Larry Woodward, of the U.S. Fish and Wildlife Service looks over a broken egg shell at Seahorse Key /  Tricolored herons perch in tree branches on Snake Key, Fla. just a short distance from Seahorse Key off Florida’s Gulf Coast.

Larry Woodward, of the U.S. Fish and Wildlife Service looks over a broken egg shell at Seahorse Key / Tricolored herons perch in tree branches on Snake Key, Fla. just a short distance from Seahorse Key off Florida’s Gulf Coast. (cp images)

Listen 6:14

They usually nest on Florida's Seahorse Key by the tens of thousands. But this Spring, every single bird on the island flew the coop. 

"To be honest, it was shocking," Biologist Vic Doig tells As It Happens guest host Susan Bonner.

"When we went out there to investigate, it was just eerily quiet. There were no birds. The silence was deafening."

Doig says he usually expects to see a dozen different species nesting on the island, including rare birds like tricoloured herons, roseate spoonbills and snowy egrets.

This time, he only saw thousands of abandoned nests. 

"They were incubating their eggs when this event occurred. They left all the eggs in the nest. There were just thousands of eggs littering the ground."

Bird Island Mystery

A broken bird egg shell is seen in Seahorse Key, Florida. (The Associated Press)

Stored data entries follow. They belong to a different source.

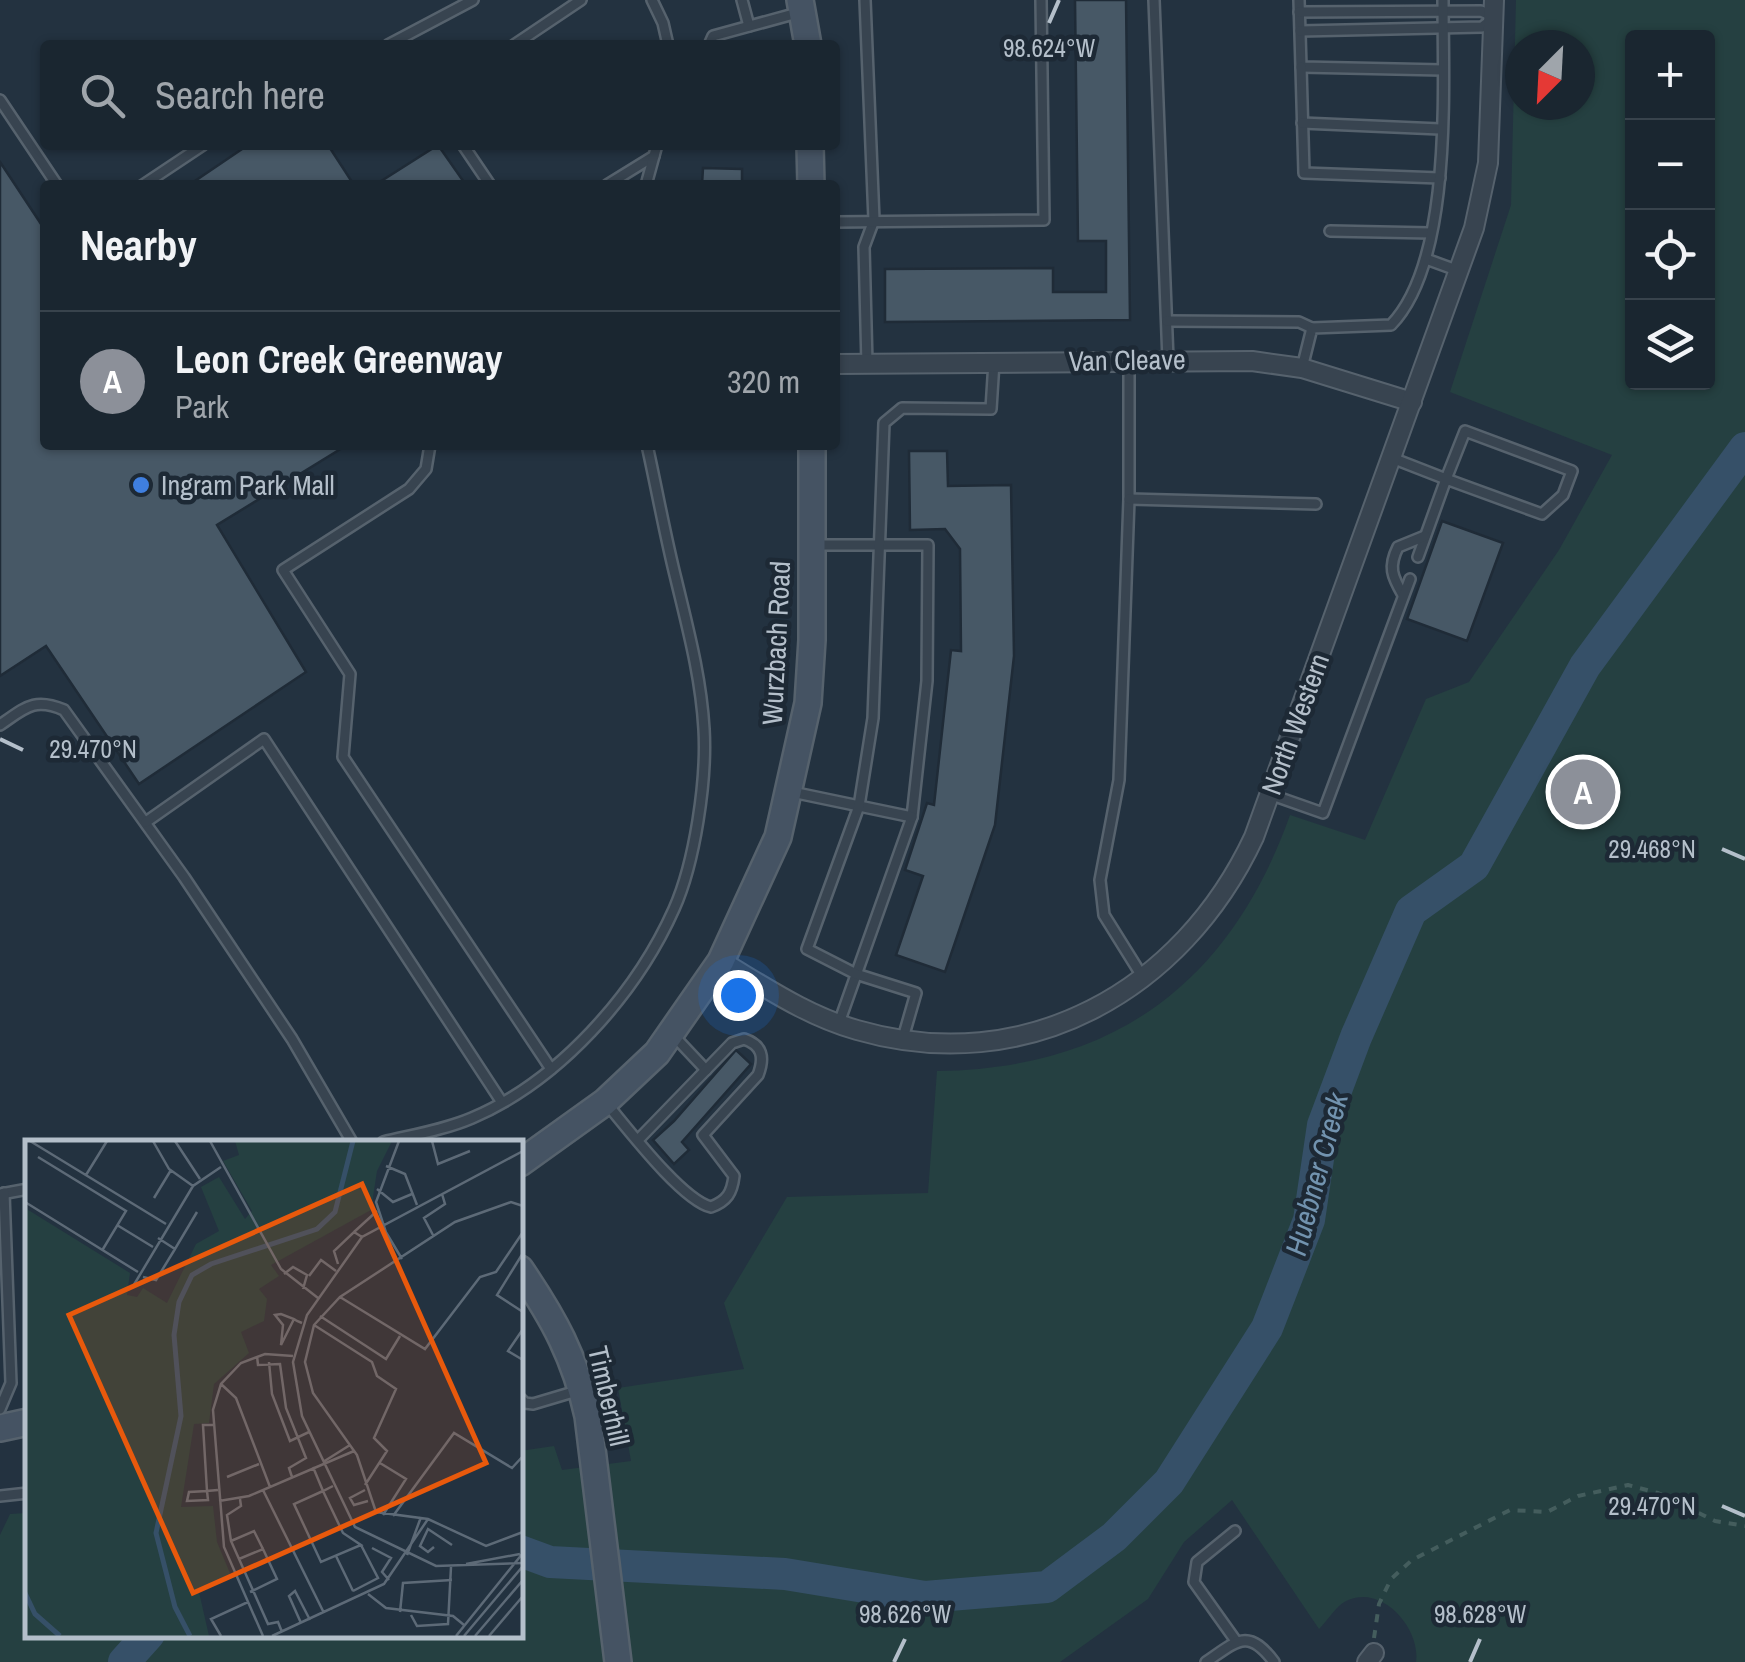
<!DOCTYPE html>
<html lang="en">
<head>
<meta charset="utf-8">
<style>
  :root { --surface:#1a2630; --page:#232e38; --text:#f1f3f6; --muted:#9fa5ab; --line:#38434c; --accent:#8c9099 }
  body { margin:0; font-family:"Archivo Narrow",sans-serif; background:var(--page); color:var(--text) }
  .controls { position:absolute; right:30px; top:30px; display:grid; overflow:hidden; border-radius:10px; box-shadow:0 2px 8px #0004 }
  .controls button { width:90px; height:90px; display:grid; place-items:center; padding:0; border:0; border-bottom:2px solid var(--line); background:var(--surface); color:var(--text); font:50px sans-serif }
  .compass { position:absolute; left:1505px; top:30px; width:90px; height:90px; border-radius:50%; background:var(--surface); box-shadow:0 2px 8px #0004; rotate:204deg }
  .you { position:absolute; left:738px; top:995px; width:35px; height:35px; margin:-25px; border:8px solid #fff; border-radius:50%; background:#1a73e8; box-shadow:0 0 0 15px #1a73e833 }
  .badge { display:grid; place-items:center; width:65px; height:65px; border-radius:50%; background:var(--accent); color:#fff; font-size:32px; font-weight:700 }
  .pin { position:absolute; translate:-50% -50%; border:5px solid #fff; box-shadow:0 2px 10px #0006 }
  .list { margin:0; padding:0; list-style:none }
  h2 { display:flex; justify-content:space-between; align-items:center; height:130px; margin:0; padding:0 40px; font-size:42px }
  h2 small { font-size:32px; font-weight:400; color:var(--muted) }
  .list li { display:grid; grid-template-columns:65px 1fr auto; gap:30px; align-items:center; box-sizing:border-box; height:140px; padding:0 40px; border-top:2px solid var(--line) }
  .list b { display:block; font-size:38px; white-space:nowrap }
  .list p { margin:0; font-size:32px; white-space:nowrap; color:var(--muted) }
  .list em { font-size:32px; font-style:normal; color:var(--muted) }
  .icon { flex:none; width:55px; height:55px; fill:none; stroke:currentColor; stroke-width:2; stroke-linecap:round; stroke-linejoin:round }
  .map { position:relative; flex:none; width:1745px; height:1662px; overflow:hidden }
  .search { position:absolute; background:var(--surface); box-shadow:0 2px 8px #0004; left:40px; top:40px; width:800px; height:110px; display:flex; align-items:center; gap:25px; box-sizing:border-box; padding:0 35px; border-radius:10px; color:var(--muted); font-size:38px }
  .panel { position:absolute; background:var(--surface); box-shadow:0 2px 8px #0004; left:40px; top:180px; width:800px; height:270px; border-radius:10px }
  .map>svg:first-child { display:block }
  .green { fill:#254041; fill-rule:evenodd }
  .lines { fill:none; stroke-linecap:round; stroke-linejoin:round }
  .river { stroke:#365068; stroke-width:32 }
  .building { fill:#475866; stroke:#1f2b37; stroke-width:2.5 }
  .lane-casing { stroke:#56626d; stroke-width:14 }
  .street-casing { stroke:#56626d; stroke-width:22 }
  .secondary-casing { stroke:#56626d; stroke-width:30 }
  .path { stroke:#445d5d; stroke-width:4; stroke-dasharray:8 8; stroke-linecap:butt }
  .lane { stroke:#384450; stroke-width:9 }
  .street { stroke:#384450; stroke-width:18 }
  .secondary { stroke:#455363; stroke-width:25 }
  .ticks { fill:none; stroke:#b4bfca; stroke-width:4 }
  .shop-dot { fill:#3f7fe0; stroke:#1d2935; stroke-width:4 }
  .labels { text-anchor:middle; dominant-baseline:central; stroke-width:9; stroke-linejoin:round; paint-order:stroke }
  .street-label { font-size:28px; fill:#b4bfca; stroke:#1d2935 }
  .poi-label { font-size:28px; fill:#b4bfca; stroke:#1d2935; text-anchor:start }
  .water-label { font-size:30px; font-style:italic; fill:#7293af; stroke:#1d2935 }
  .inset-river { fill:none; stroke:#365068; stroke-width:5 }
  .inset-road { fill:none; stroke:#5d6a77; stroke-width:2.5 }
  .view { fill:#e8590c; fill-opacity:0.15; stroke:#e8590c; stroke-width:5 }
  .inset-edge { fill:none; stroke:#b4bfca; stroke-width:5 }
  .ticks-label { font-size:25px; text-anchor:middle; fill:#b4bfca; stroke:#1d2935; stroke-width:9; stroke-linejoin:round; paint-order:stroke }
</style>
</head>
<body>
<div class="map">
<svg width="1745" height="1662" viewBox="0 0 1745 1662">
  <rect width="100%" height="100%" fill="#233240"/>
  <path class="green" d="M1516,0h229v1662h-329c5,-33 -34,-79 -70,-61 -10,5 -19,20 -27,28l-87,-129 -48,42 -36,57 -88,63h-1060v-127l10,-21 17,-1 1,121h492v-183l34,-5 8,24 69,-9 -13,-73 126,-19 -20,-66 63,-106 141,-4 9,-122c179,-2 294,-90 353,-256l75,25 61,-141 43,-17 90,-132 53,-95 -162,-63 61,-187zM1632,38h76v344h-76zM1520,45h60v60h-60z"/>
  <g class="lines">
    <g class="river">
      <path d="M520,1551l30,11 235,12 140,23 122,-10 67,-50 55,-55 98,-154 42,-108 14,-95 33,-88 55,-126 63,-45 111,-200 160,-218"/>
      <path d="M124,1662l25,-28"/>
    </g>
  </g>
  <g class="building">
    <path d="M1075,0h51l4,320 -245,2v-53l168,-1v24h53v-51h-28z"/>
    <path d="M248,145h80l26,40h-165z"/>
    <path d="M438,145l28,40h-91z"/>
    <path d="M0,162l45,68v215h302l-130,80 89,147 -167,112 -93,-138 -46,30z"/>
    <path d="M703,168l39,1v16h-40z"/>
    <path d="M909,451h38l1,35 63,-1 3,171 -19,169 -50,147 -49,-17 27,-79 -18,-6 22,-67 7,2 17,-155 10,1 -1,-102 -15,-20 -35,1z"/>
    <path d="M1442,521l61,22 -36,98 -60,-22z"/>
    <path d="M736,1050l15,14 -69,78 7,8 -15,14 -21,-24 21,-19z"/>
  </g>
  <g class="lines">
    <defs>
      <g id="lane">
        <path d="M652,0l11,23 5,22"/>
        <path d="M742,0l7,26"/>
        <path d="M865,0l9,220 -10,27 3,117"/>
        <path d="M1154,0l14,360"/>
        <path d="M1299,0l2,67 142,3"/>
        <path d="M1299,12l182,-1 14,6 -13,10 -182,4"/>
        <path d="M388,45l85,-45"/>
        <path d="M514,45l67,-45"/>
        <path d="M709,45l4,-9 88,-24"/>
        <path d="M1301,67l3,106 136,5"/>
        <path d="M0,100l57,85"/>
        <path d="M1302,123l138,6"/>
        <path d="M463,145l27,40"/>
        <path d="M143,185l60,-40"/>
        <path d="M607,185l47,-29"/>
        <path d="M646,185l11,-40"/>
        <path d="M835,222l209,-2 -3,-220"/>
        <path d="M1330,231l101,2"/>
        <path d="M1426,259l33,12"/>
        <path d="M1167,321l132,1 13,6"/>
        <path d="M1129,360v139l-10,281 -19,100 4,35 38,61"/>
        <path d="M1302,368l10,-40 79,-3c62,-64 52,-239 52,-325"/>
        <path d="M430,445l-4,24 -17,20 -126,81 67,104 -7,83 208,312"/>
        <path d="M1392,458l54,21 19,-48 107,40 -9,24 -21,19 -96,-35 -28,78"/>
        <path d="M1129,499l187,5"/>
        <path d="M815,545h113l-1,136 -15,136 -73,206"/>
        <path d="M1403,595c-11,-19 -15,-28 -5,-48l27,-11"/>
        <path d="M0,725c25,-17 34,-28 64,-15l120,167 108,162 60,103"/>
        <path d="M792,792l120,25"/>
        <path d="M1269,794l54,19 87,-234"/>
        <path d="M146,822l118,-83 237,362"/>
        <path d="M674,1036l32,34"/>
        <path d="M903,1038l13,-45 -60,-19 -49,-25 52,-143 14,-88 11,-295 18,-15 89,1 3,-47"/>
        <path d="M607,1104c21,25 75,96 104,103 16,-6 21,-14 23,-31l-31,-41 55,-60c7,-18 4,-30 -14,-36l-12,4 -94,97"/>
        <path d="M383,1142c29,-7 61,-12 89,-24 87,-37 164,-124 202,-209 21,-47 33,-129 30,-180 -3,-52 -16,-100 -28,-150 -11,-44 -19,-89 -29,-134"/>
        <path d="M1,1194l27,-5"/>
        <path d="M520,1398l5,5 8,1 47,-14"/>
        <path d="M0,1409l11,-26 -7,-190"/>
        <path d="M0,1496l28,-3"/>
        <path d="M1235,1531l-38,31 -3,20 42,59"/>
        <path d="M1206,1662c31,-21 42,-35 68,0"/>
      </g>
      <g id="street">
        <path d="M835,364l417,-3 50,7 110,34"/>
        <path d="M721,961c44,26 86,55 136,69 169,49 325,-39 397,-193l220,-609 14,-65 6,-163"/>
        <path d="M1367,1662l7,-9"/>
      </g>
      <g id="secondary">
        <path d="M800,0l8,45"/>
        <path d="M810,145l1,40"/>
        <path d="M520,1163l85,-61 52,-49 64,-92 57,-124 30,-134 4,-63v-195"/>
        <path d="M520,1269c34,50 55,88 68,147l30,246"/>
        <path d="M0,1428l28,-6"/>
      </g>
    </defs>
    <use href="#lane" class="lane-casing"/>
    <use href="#street" class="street-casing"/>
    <use href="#secondary" class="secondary-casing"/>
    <path class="path" d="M1374,1638l5,-34 12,-25 21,-19 98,-50 37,2 31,-16 50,-11 30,8 57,28 30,5"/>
    <use href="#lane" class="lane"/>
    <use href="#street" class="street"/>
    <use href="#secondary" class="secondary"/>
  </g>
  <path class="ticks" d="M1049,23l10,-23M0,739l23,11M1722,849l23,10M1722,1506l23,10M894,1662l11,-23M1470,1662l10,-23"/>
  <circle class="shop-dot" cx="141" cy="485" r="10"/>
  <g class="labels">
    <g class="street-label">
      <text transform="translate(1127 360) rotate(-1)">Van Cleave</text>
      <text transform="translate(776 643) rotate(-87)">Wurzbach Road</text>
      <text transform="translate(1295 724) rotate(-70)">North Western</text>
      <text transform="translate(609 1396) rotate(77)">Timberhill</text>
    </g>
    <g class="poi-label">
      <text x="161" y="485">Ingram Park Mall</text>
    </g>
    <g class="water-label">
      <text transform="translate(1316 1174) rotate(-75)">Huebner Creek</text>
    </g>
  </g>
  <g transform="translate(25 1140)">
    <rect width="498" height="498" fill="#233240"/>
    <path d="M210,1h157l-15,30 -6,39 -100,55 8,11 -20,13 8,10 -3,22 -23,11 8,21 -35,31 -5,39 -15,1 -13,83 32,-1 4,36 15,36 -33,14 10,44h-184v-428l105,65 -3,22 10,2 6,-9 24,15 29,-59 23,-13 -18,-44 18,-10 26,42 7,-8 -29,-50 16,-6z" fill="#254041"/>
    <path class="inset-river" d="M0,453l10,21 25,22M165,496l-15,-29 -19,-74 25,-117 -7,-81 5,-33 13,-27 19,-11 106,-35 18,-17 18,-71"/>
    <path class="inset-road" d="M5,1l136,83M128,1l16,28 24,17M150,1l25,38M185,1l71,128 37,29M407,1l6,23 32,-13M498,11l-161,86 -55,78 -14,47 9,54 53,111 81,39 87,-3M13,17l88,54 -23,38M361,26l19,8 12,31M61,35l21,-34M352,49l16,13 19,-8M129,58l17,-28M0,62l113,70M498,66l-12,-4 -56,20 -115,75 -26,28 -9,37 8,31 44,62 19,57 52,7 58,27 37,-14M356,84l21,35M92,85l36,22M329,92l23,-21M409,97l-10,-19 21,-14 -3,-10M133,98l17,11 22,-37M498,113l-26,42 26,17M371,123l-20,-61 23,-61M313,124l-4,-13 20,-19 8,5M259,134l9,-7 14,8 -4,14M284,136l12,-16 15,11M118,137l13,3 19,-31M107,148l61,-102 28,-19M315,157l85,52 55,-72 16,-5 27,-40M295,176l66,43 14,-23M269,179l-13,26 2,-20 -8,-10 6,-1 13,5 3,2 5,2M289,185l58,37 5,14 19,13 -22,49 13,13 -22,34M498,189l-15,22 15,9M232,216l1,9 22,-1 6,44 20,50 -17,10 3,9M244,222l3,32 18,47 19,-9M196,244l15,14 34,89M189,285h-11l4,66 -18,1 -2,9 21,-1 -1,-9 11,-1M298,322l27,-17M355,323l26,16 -23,36M288,327l10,24 20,42 18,12 -40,17 -27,-58 29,-13 10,-5M202,337l32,-13M238,350l61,123M340,350l-15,8 4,7 14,-4M215,359l1,7 -14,9 4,26 37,83 10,-2 4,10M194,361l30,-5 105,-45M368,376l61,-83 58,35 11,-12M206,401l23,-10 9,18M409,407l-6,5 -8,-6 8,-17 24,16M347,408l19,10 -9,14 7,8M382,415l14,-38M311,416l17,35M214,419l24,-10 14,30 -27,13M441,424l54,-10M328,451l25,-13 -17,-33M343,454l18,14 67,8 11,9M375,472l3,-29 49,-3M386,475l6,11 31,-2 3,-57M276,483l-12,-27 6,-5 15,29M196,496l-10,-17 37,-17M238,496l-39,-89 -11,-137 8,-26 20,-21 24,-9 28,2M247,496l112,-52 44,-65M431,496l67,-83M439,496l59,-70M450,496l48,-56M464,496l34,-40"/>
    <path class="view" d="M337,44l124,279 -293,130 -124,-278z"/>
    <rect width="498" height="498" class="inset-edge"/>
  </g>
  <g class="ticks-label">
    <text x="1049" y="57">98.624°W</text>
    <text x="93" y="758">29.470°N</text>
    <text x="1652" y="858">29.468°N</text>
    <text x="1652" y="1515">29.470°N</text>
    <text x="905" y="1623">98.626°W</text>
    <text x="1480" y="1623">98.628°W</text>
  </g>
</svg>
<div class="controls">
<button>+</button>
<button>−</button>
<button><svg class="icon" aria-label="locate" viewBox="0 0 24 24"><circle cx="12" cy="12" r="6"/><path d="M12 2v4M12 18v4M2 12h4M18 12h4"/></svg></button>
<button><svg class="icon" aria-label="layers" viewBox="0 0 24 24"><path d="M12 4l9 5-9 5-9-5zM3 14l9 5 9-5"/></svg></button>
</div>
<svg class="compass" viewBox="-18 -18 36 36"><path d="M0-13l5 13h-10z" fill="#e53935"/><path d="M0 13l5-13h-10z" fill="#9fa5ab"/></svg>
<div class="you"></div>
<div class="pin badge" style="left:1583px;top:792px">A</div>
<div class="search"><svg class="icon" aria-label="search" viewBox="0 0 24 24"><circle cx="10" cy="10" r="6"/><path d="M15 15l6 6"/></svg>Search here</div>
<section class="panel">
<h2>Nearby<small></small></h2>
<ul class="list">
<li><span class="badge">A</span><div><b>Leon Creek Greenway</b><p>Park</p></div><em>320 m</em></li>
</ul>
</section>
</div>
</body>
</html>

Since May, Doig and his team at the U.S. Fish and Wildlife Service have turned detectives, trying to figure out why the birds left.

They have investigated whether a disease could have swept the island -- but tests on carcasses came up negative.

Then they considered if determined predators such as eagles could have spooked the nesting birds. That theory was discounted because of the sheer size of the exodus.

That left human causes -- like low-flying aircraft piloted by drug-runners, or unauthorized drone flights.

Biologists are appealing to people who live in the area for information.

In the meantime, Doig is crossing his fingers for the future of the refuge. 

"We're going to wait to see if the birds do return next nesting season but for this nesting season it's pretty much a failure."